Phantos67: Why? It's not a secret anymore... ???? IS A SHARKBONE! It is weak to Mario's hand attacks, right? BURN BABY BURN!

(Phantos67 shoots a fireball at the Sharkbone and it is destroyed.)

Wacko: Woah. Cool.

Phantos67: Yup. Now what?

YTtF: Actually, the Cheep Cheeps were weak to Hand Powers, but it works for me.

????'s Remains: Actually, younger Sharkbones retain the weakness to Hand Powers.

(Then I guess I'll call the final seat. I call CAGED GUY 2.)

Lemmy (muffled): What do you think of Mario?

(Phantos67 breathes a fireball on Sharkbone, but it still lives.)

????'s Remains: Well, the entire population of bad guys hate Mario. So, yeah. And now, I hate Phantos67 too!

Phantos67: Well, if fire doesn't destroy you, then we will have to use electricity. G BLOOP!

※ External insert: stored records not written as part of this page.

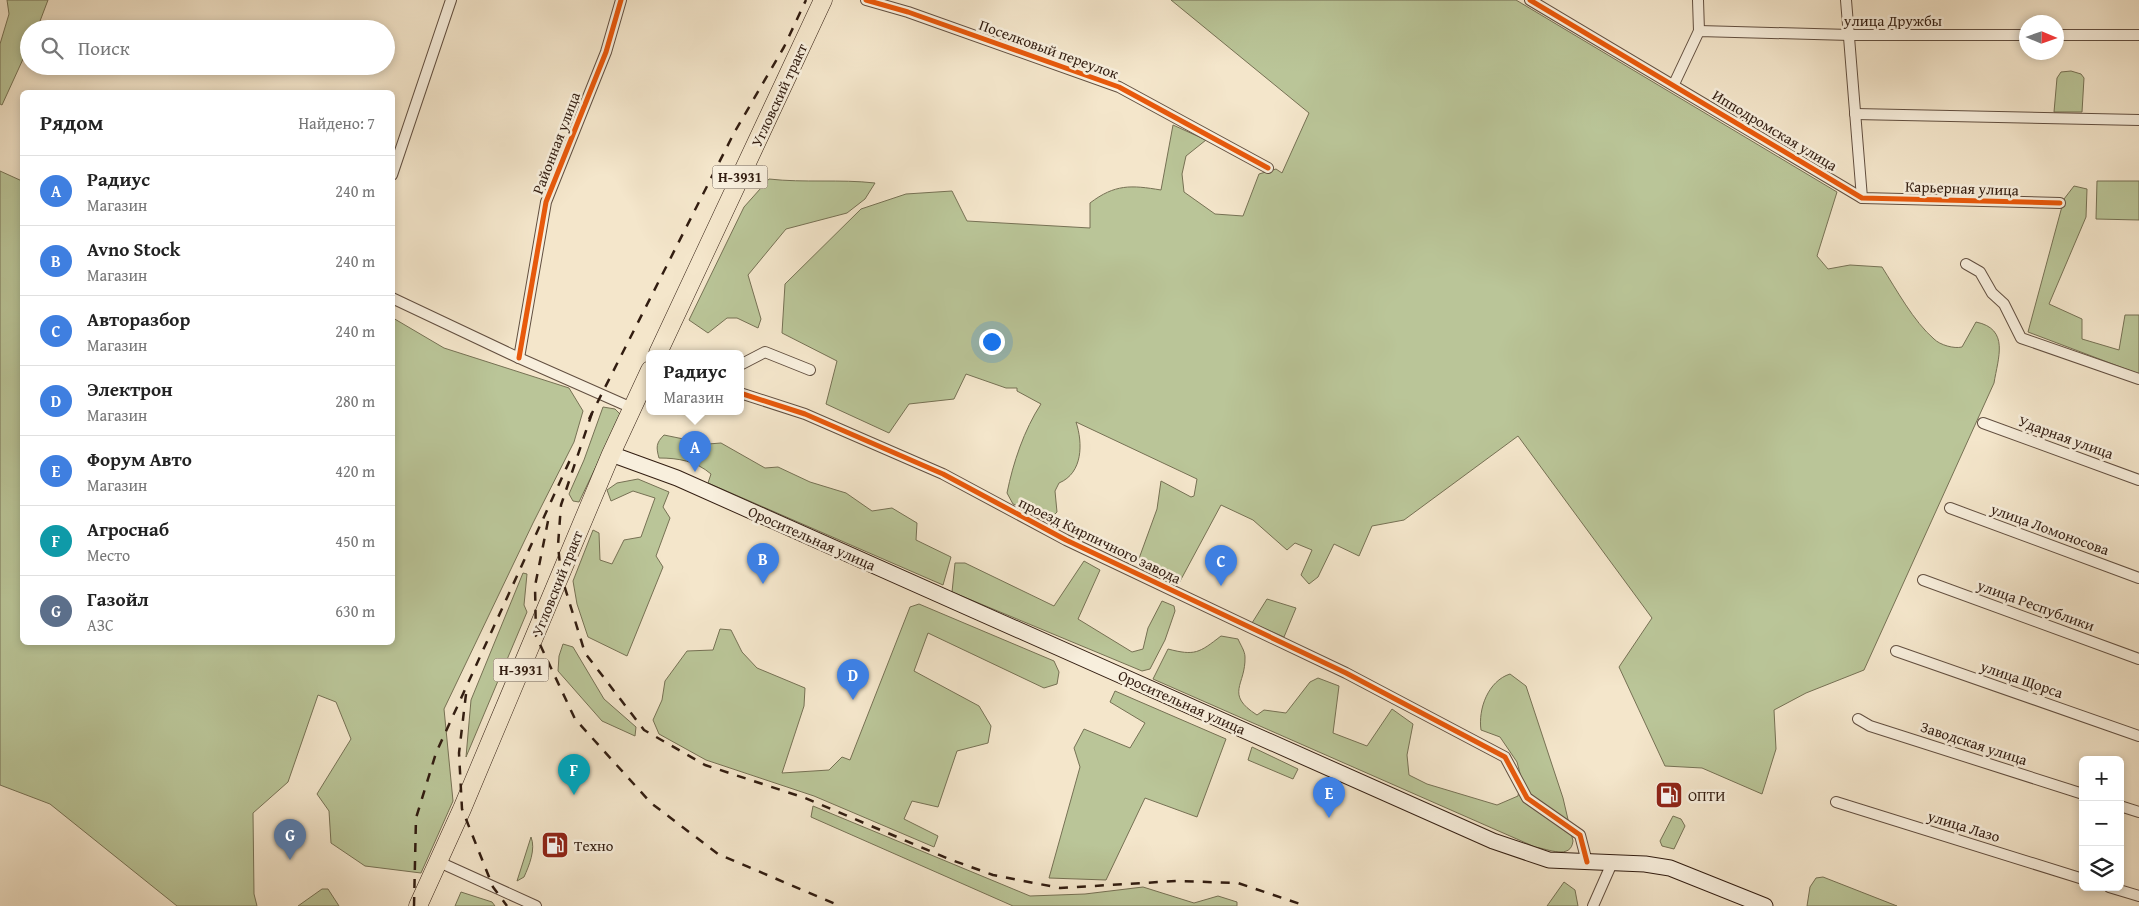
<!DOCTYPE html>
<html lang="ru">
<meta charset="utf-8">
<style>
body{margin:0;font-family:"Gentium Book Plus",serif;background:#f2f2f2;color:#222}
.controls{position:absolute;right:15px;bottom:15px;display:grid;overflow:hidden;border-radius:8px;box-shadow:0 2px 8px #0003}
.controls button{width:45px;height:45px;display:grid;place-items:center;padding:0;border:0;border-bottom:1px solid #e0e0e0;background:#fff;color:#222;font:25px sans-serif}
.compass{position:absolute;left:2019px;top:15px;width:45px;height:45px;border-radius:50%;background:#fff;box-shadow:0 2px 8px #0003;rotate:92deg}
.you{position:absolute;left:991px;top:341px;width:18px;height:18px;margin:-12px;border:4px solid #fff;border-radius:50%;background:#1a73e8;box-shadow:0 0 0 8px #1a73e833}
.badge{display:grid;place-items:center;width:32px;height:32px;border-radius:50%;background:#7c3aed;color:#fff;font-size:16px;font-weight:700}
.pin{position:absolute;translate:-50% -41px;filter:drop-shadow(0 1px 2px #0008)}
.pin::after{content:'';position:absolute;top:26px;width:18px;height:15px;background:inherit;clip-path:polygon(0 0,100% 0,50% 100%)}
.popup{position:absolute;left:646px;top:350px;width:98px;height:65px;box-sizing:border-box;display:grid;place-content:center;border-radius:8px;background:#fff;filter:drop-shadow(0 1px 4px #0005);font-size:16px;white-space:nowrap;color:#767676}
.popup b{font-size:19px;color:#222}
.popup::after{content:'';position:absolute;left:50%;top:100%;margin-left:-10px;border:10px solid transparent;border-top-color:#fff}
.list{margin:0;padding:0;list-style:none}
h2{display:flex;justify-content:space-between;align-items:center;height:65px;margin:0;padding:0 20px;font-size:21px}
h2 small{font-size:16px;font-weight:400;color:#767676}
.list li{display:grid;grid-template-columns:32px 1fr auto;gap:15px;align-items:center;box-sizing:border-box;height:70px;padding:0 20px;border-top:1px solid #e0e0e0}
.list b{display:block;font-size:19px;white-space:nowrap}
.list p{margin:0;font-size:16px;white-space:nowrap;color:#767676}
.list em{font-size:16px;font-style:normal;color:#767676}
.icon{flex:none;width:28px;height:28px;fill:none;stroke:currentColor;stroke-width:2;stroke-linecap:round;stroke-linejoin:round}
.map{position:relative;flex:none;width:2139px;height:906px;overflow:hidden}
.search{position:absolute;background:#fff;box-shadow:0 2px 8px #0003;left:20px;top:20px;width:375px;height:55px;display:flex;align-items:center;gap:12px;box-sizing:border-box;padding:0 18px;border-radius:28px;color:#767676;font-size:19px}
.panel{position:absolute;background:#fff;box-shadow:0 2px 8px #0003;left:20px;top:90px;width:375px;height:555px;border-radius:8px}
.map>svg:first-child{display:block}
.green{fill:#bac598;stroke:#767154}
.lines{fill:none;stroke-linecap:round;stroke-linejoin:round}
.minor-casing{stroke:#624f40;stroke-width:12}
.secondary-casing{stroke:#321d11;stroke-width:17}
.trunk-casing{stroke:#321d11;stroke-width:19}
.minor{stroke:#f8efdd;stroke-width:10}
.secondary{stroke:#f8efdd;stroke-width:15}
.trunk{stroke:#f4e6cb;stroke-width:18}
.rail{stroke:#321d11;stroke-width:2.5;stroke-dasharray:9 9;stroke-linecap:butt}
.cycleway-casing{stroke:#f8efdd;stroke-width:8}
.cycleway{stroke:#e8590c;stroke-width:5}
.labels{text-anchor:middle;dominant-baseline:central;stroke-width:5;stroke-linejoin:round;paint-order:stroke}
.shield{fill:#f8efdd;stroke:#6d5c4e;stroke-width:1}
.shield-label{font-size:14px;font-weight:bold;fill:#321d11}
.street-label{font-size:15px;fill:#321d11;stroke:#f8efdd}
.poi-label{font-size:15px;fill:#321d11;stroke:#f8efdd;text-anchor:start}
</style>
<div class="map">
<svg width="2139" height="906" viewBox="0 0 2139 906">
<rect width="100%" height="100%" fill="#f4e6cb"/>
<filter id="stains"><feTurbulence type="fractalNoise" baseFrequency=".004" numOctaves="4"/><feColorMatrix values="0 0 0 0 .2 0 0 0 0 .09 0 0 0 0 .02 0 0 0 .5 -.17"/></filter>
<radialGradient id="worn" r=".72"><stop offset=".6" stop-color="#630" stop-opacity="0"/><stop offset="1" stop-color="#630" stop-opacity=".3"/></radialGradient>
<g class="green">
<path d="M7,0H48L37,29H29V46L2,105L0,104V44L9,14Z"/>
<path d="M1171,0H1516L1837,192L1817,256L1828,269L1850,265L1882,267C1896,289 1914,322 1934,339C1940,345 1954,349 1962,347L1976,322C2010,329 1998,358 1994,383L1864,670L1806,693L1774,710L1776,749L1762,794L1702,768L1665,766L1619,667L1652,618L1518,436L1404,520L1372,526L1359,556L1334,544L1318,577L1309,584L1301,575L1312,550L1295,543L1287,550L1253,520L1221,505L1178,585L1137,564L1157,509L1161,481L1191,497L1194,496L1197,479L1076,422C1083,443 1083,473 1059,483L1055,491L1057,512L1050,519L1013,504L1007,493C1013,463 1024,430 1041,404L1017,391V388H1006L966,374L954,399L909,404L889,433L826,404L837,361L782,333L785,284L861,209L906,194L952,191L967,221L1090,228V203C1115,184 1131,185 1161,190L1173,125L1206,140L1186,156L1182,174L1184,192L1215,214L1243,216L1259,174L1276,169L1282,173L1309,113Z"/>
<path d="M2071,71L2081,74L2084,78L2082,112H2054L2057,78L2061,72Z"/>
<path d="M0,171L22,181V642H392L393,318L444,348L569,388L583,411L574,442L533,523L444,709L453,801L421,873L365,866L331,843L329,811L317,794L351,739L336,702L318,695L288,782L253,813L254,894L257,906H177L50,804L0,785Z"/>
<path d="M769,179C804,183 840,179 875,183L865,199L847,213L786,229L748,275L761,319L758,328L737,318H727L708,333L689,320L744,207Z"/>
<path d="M2097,181H2139V220L2096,219Z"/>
<path d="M2074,186L2087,189L2086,217L2049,304L2082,319V339L2119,350L2125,315H2139V374L2028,332L2064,199Z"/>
<path d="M603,407L615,409L624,418L602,454L579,502L573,501L569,494L584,460Z"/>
<path d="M664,435L708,444L721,443L765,468L778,467L810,482L846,493L872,511L892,508L917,523L916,540L951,557L943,585L708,483L711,474C696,461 678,458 659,458C656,447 656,443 664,435Z"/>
<path d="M638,479L669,492L663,507L670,518L656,556L663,567L627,656L588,637L577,604L573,581L593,530L599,533L600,560L612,564L624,540L641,537L655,498L633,491L611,501L607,490L617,483Z"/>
<path d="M1084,561L1100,570L1078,619L1132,652L1143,649L1148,628L1162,601L1174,606L1175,611L1165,640L1150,669L1142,671L952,592L955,563H965L1054,606Z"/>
<path d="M523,573L527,574L524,605L527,612L466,757L471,700Z"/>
<path d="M1267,599L1296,608L1284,637L1252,623Z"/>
<path d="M919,604L1054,661L1059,672L1057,684L1044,688L928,633L914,671L979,706L991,726L988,743L957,751L938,807L912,801L904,819L938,836L934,847L814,796L706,760L659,734L653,720L662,700L665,681L687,651L713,650L720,629L731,630L742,652L757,668L805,688L804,706L782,773L829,770L842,757L850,760L910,607Z"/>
<path d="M1221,636L1238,639C1240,644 1245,651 1245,657C1246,685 1224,694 1257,715L1264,710L1286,713L1310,682L1318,678L1339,686L1333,733L1367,746L1392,709L1413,724L1407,755L1409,775L1427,784L1497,805L1518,796L1521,777L1517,762L1500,737L1481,730C1478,709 1488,681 1510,674L1526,686L1563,798L1573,841C1571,860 1548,849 1535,847L1153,679L1168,649C1195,656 1199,653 1221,636Z"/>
<path d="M563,644L573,647L604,699L636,727L635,736L602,721L558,671L559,656Z"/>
<path d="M1115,691L1226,739L1197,817L1145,798L1106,880L1049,878L1080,767L1074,748L1084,729L1130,748L1145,723L1110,702Z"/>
<path d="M1252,747L1298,769L1293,779L1248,760Z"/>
<path d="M813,806L1030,896L1085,894L1143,887L1194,903L1218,896L1237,902V906H1013L811,817Z"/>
<path d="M1673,816L1681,819L1685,826L1674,849L1662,846L1660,841Z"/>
<path d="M531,837C536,849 529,866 524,877L517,881Z"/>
<path d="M1823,877L1897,906H1807L1810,887L1816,878Z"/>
<path d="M1564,882L1575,890L1578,906H1547Z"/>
<path d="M322,889H328L339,906H298Z"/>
<path d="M461,892L492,902L495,906H455Z"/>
</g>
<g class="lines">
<g class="minor-casing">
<g id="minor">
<path d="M866,0L908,12L1119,87L1268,168"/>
<path d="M1530,0L1862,198L2060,203"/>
<path d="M1698,0L1699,31"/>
<path d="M1846,0L1862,198"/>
<path d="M2056,35H2139"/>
<path d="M1674,84L1699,31L1850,35H2026"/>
<path d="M1855,114L2139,120"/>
<path d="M392,175L451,0"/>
<path d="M1966,264L1980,272L1992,293L2004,304L2021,338L2139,379"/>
<path d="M392,298L519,358L632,408"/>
<path d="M519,358L546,202L606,52L621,0"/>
<path d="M740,365L765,352L810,370"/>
<path d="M740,393L805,414L943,474L1066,540L1346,673L1505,757L1527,798L1580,835L1587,862"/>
<path d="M1983,423L2139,480"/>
<path d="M1950,508L2139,578"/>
<path d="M1923,580L2139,659"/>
<path d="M1896,651L2139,736"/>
<path d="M1858,719L1870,726L2083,794"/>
<path d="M1836,802L2083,879"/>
<path d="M2120,806L2139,812"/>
<path d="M439,862L536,906"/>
<path d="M2109,887L2139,896"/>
<path d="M1593,906L1612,863"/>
</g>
</g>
<g class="secondary-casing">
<path id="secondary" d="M611,454L677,478L1493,841L1549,860L1645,864L1670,868L1765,906"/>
</g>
<g class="trunk-casing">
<g id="trunk">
<path d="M658,353L823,0"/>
<path d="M418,906L462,809L611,454L650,370"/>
</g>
</g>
<use href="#minor" class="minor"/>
<use href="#secondary" class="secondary"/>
<use href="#trunk" class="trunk"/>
<g class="rail">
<path d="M592,413L561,505L558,545L561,575L585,653L644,730L705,765L805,798L949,859L993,875L1060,888L1176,881L1238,883L1306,906"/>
<path d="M589,419L734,133L784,47L806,0"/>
<path d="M548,521L535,586L536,636L575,719L651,803L718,854L840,906"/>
<path d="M466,694L459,753L462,809L493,887L507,906"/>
<path d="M414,906L416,818L436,753L570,460"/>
</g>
<g class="cycleway-casing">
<g id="cycleway">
<path d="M866,0L908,12L1119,87L1268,168"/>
<path d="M1530,0L1862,198L2060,203"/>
<path d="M519,358L546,202L606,52L621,0"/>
<path d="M740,393L805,414L943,474L1066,540L1346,673L1505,757L1527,798L1580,835L1587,862"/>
</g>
</g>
<use href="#cycleway" class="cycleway"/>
</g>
<defs>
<g id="fuel-square" transform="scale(1.4375)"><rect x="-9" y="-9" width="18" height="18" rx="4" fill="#8f2418" stroke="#f8efdd"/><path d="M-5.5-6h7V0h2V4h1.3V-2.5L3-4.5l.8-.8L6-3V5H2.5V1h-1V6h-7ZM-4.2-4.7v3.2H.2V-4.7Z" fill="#fff"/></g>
</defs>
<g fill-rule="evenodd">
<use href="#fuel-square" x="1669" y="795"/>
<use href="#fuel-square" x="555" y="845"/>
</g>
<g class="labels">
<g class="shield">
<rect x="712.5" y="165.5" width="55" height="23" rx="4"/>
<rect x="493.5" y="658.5" width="55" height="23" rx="4"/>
</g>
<g class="shield-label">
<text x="740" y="177">Н-3931</text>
<text x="521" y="670">Н-3931</text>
</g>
<g class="street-label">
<text x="1893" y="20">улица Дружбы</text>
<text transform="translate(1049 49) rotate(20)">Поселковый переулок</text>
<text transform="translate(779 95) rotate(-65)">Угловский тракт</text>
<text transform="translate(1775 130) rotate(31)">Ипподромская улица</text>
<text transform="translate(556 143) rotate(-69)">Районная улица</text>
<text transform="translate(1962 188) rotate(2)">Карьерная улица</text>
<text transform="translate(2066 437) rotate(20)">Ударная улица</text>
<text transform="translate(2050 529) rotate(20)">улица Ломоносова</text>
<text transform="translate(812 538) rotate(24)">Оросительная улица</text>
<text transform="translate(1100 540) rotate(26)">проезд Кирпичного завода</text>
<text transform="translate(557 583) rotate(-68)">Угловский тракт</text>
<text transform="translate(2036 605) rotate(20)">улица Республики</text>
<text transform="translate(2022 679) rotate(19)">улица Щорса</text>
<text transform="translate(1182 702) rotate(24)">Оросительная улица</text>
<text transform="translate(1974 743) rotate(18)">Заводская улица</text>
<text transform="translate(1964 826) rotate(17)">улица Лазо</text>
</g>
<g class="poi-label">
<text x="1688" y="795">ОПТИ</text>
<text x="574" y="845">Техно</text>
</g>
</g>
<rect width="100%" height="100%" filter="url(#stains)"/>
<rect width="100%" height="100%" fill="url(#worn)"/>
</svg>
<div class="controls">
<button>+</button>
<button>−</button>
<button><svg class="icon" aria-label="layers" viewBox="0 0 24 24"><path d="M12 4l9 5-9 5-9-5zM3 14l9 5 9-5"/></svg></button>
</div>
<svg class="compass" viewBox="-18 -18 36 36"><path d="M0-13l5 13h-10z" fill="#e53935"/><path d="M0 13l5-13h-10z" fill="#767676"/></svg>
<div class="you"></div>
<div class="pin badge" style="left:695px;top:472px;background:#3f7fe0">A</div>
<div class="popup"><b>Радиус</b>Магазин</div>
<div class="pin badge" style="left:763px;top:584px;background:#3f7fe0">B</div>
<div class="pin badge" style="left:1221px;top:586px;background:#3f7fe0">C</div>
<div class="pin badge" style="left:853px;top:700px;background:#3f7fe0">D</div>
<div class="pin badge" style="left:1329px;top:818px;background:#3f7fe0">E</div>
<div class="pin badge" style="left:574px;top:795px;background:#0f9aa8">F</div>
<div class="pin badge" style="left:290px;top:860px;background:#5c6f8a">G</div>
<div class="search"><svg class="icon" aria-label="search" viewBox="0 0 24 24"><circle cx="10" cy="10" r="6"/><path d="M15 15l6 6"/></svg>Поиск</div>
<section class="panel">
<h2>Рядом<small>Найдено: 7</small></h2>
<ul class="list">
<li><span class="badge" style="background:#3f7fe0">A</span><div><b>Радиус</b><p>Магазин</p></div><em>240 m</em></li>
<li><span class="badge" style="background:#3f7fe0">B</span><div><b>Avno Stoсk</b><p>Магазин</p></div><em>240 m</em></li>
<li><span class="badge" style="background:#3f7fe0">C</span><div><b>Авторазбор</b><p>Магазин</p></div><em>240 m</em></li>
<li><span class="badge" style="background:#3f7fe0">D</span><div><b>Электрон</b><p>Магазин</p></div><em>280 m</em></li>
<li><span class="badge" style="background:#3f7fe0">E</span><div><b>Форум Авто</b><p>Магазин</p></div><em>420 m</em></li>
<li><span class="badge" style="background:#0f9aa8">F</span><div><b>Агроснаб</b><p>Место</p></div><em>450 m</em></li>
<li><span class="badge" style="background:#5c6f8a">G</span><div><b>Газойл</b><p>АЗС</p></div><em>630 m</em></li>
</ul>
</section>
</div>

(G Bloop gives the Sharkbone a powerful sting, shocking it to death. Qell, technically it's already dead, but you know what I mean.)

Phantos67: No, I don't.

(... Idiot. G BLOOP DESTROYS THE SHARKBONE!)

Phantos67: She did? WOW, G BLOOP! You actually did something cool for once!

G Bloop: Shut up.

Phantos67: What was that?

G Bloop: I said “shut up”.

Lemmy: Wrap it up!

Phantos67: Fine- WAIT! HOW DID YOU GET HERE?!

Lemmy: I can't tell secrets, or else it wouldn't be fun anymore.

YTtF: Fine. But one of these days, you WILL suffer, Lemmy Koopa!

Lemmy: Haven’t I had enough already?!

Phantos67: No.

(YTtF then makes a time hole with his wand on the floor. He then grabs Phantos67, Thud, G Bloop, Wacko, Popple, Kollin, Iggy, YMtF, me, and a cheese sandwich and jumps into the time hole.)

YTtF: BANGARANG!!!

Phantos67's Narrator: The time hole then closes. Everyone then starts closing in on Lemmy.

Lemmy: Uh... END TRANSMI- AGGGGHHHHHHHHH!!!